◆ WORK ITEM
Print out the data that follows exactly, character for character, apart from the pictures.

Stored records:
[Start of section]
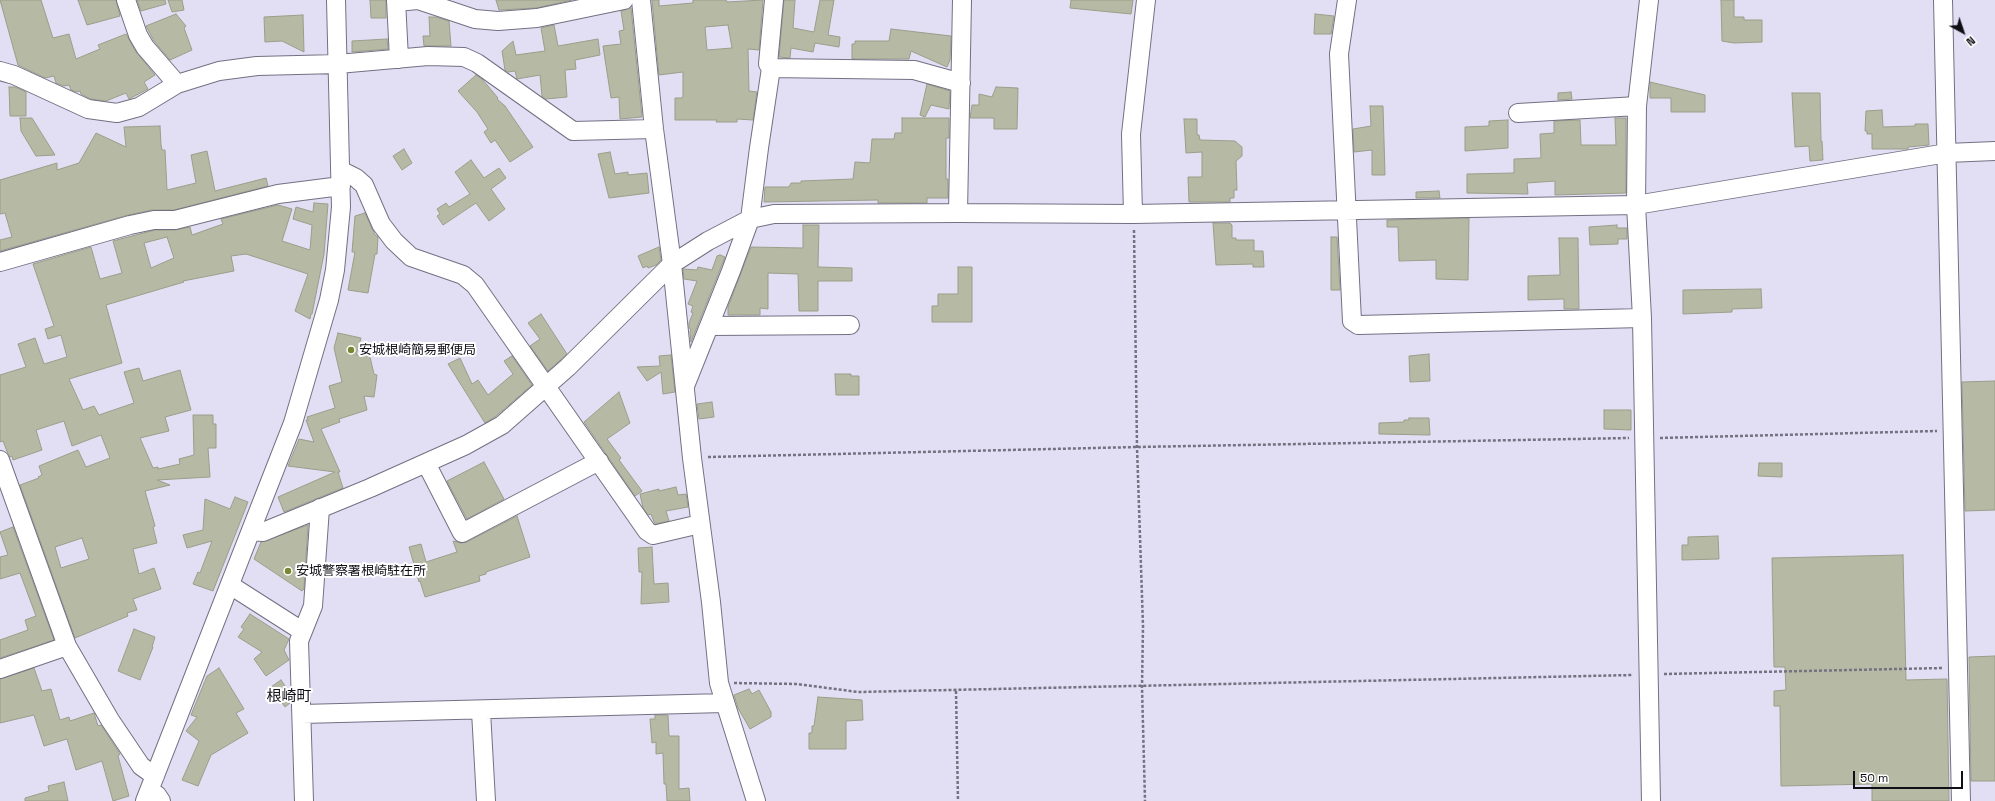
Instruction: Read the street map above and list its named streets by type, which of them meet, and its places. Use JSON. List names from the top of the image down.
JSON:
{
  "districts": ["根崎町"],
  "places": ["安城根崎簡易郵便局", "安城警察署根崎駐在所"],
  "scale_bar": "50 m",
  "north": "bottom right"
}
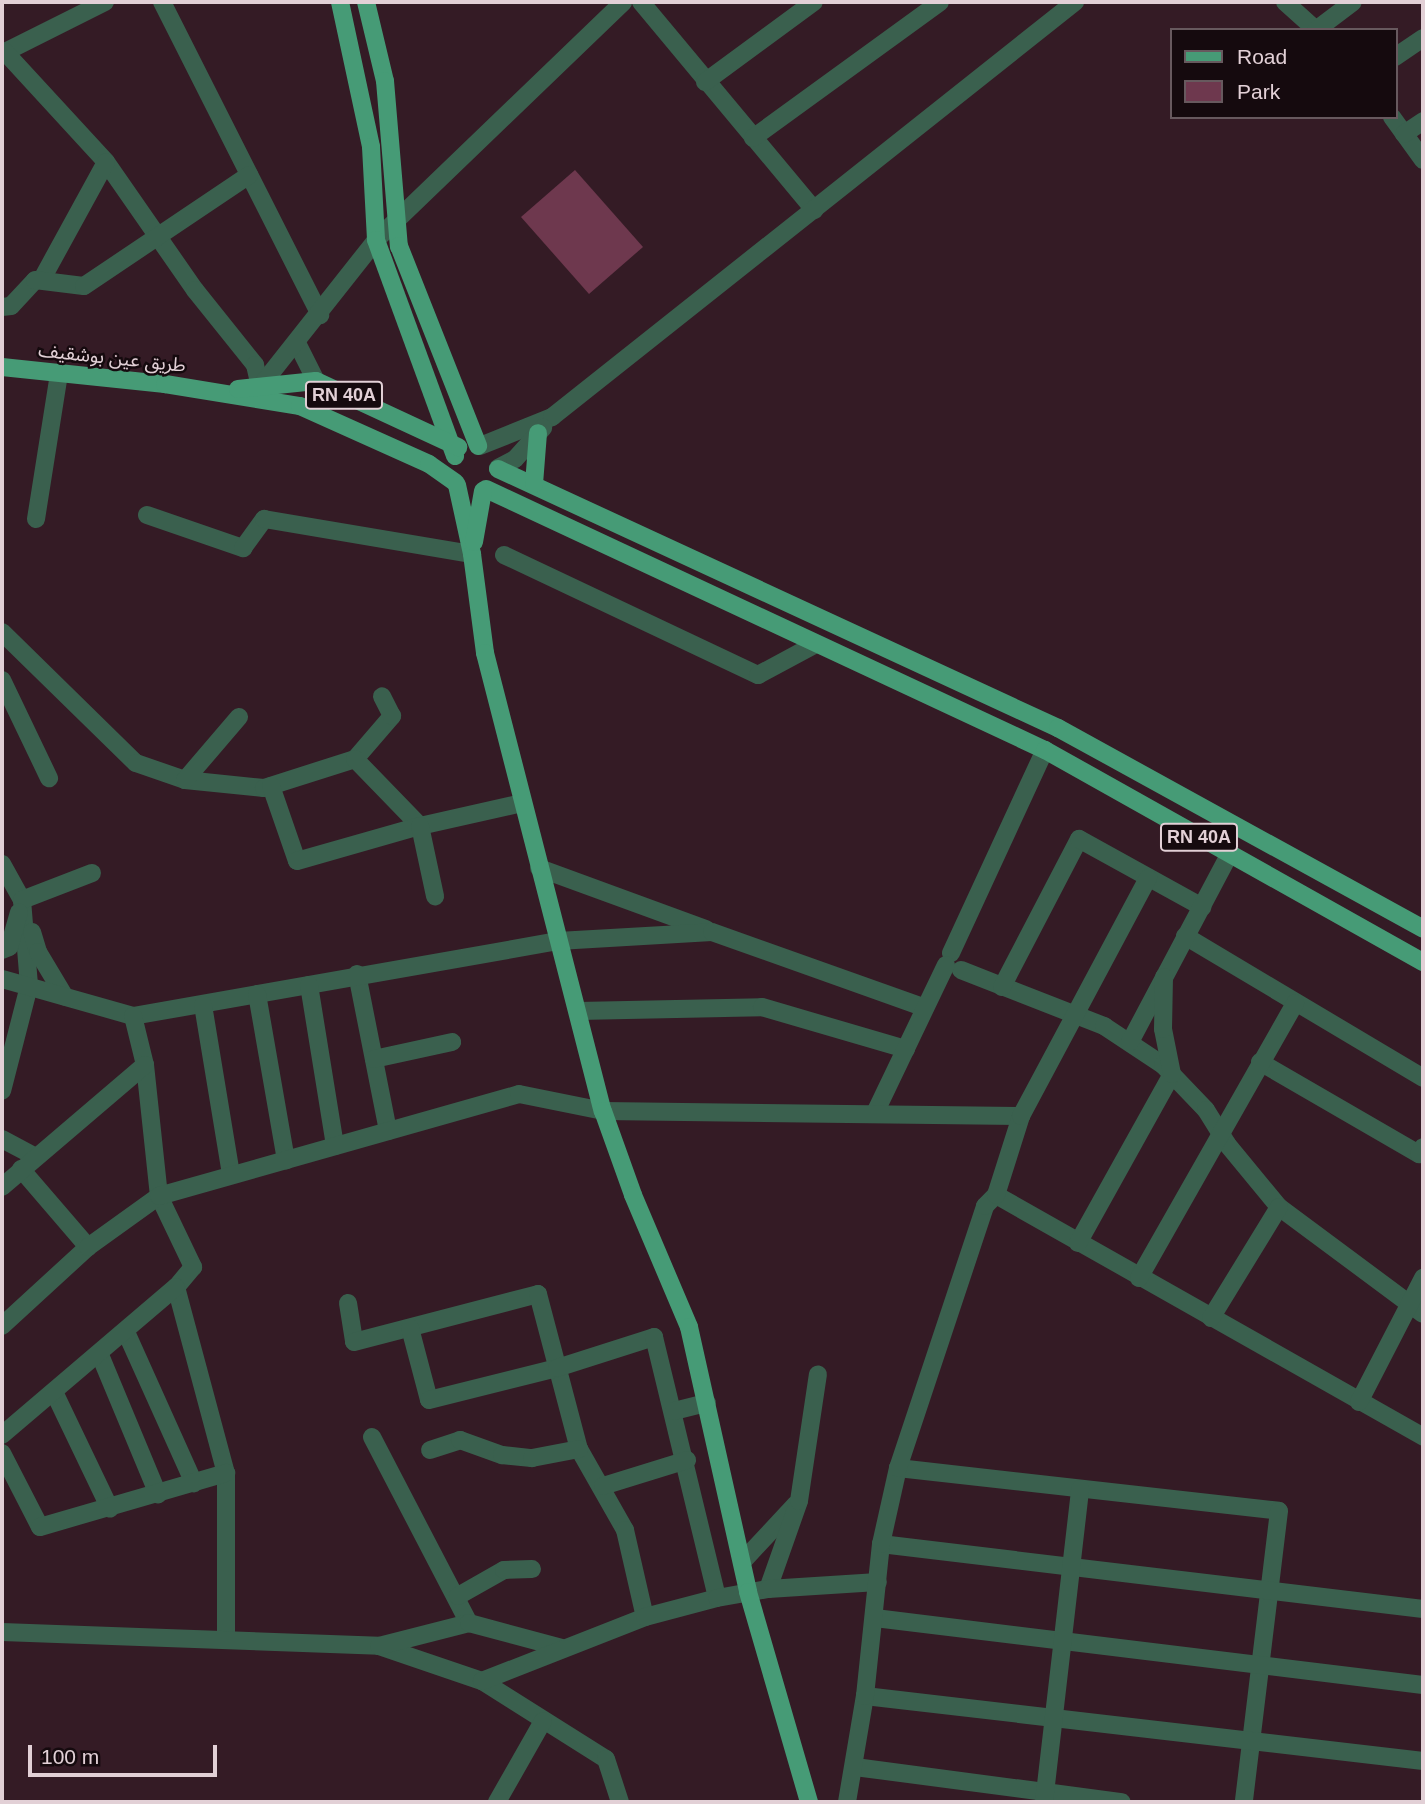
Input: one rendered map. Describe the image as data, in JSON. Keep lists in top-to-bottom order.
[End of section]
◆ RESPONSE
Instruction: Read the street map above and list its named streets by type, which of them meet, and its places. Use JSON. List names from the top of the image down.
JSON:
{
  "districts": ["根崎町"],
  "places": ["安城根崎簡易郵便局", "安城警察署根崎駐在所"],
  "scale_bar": "50 m",
  "north": "bottom right"
}
Input: one rendered map. Describe the image as data, in JSON. Keep lists in top-to-bottom order.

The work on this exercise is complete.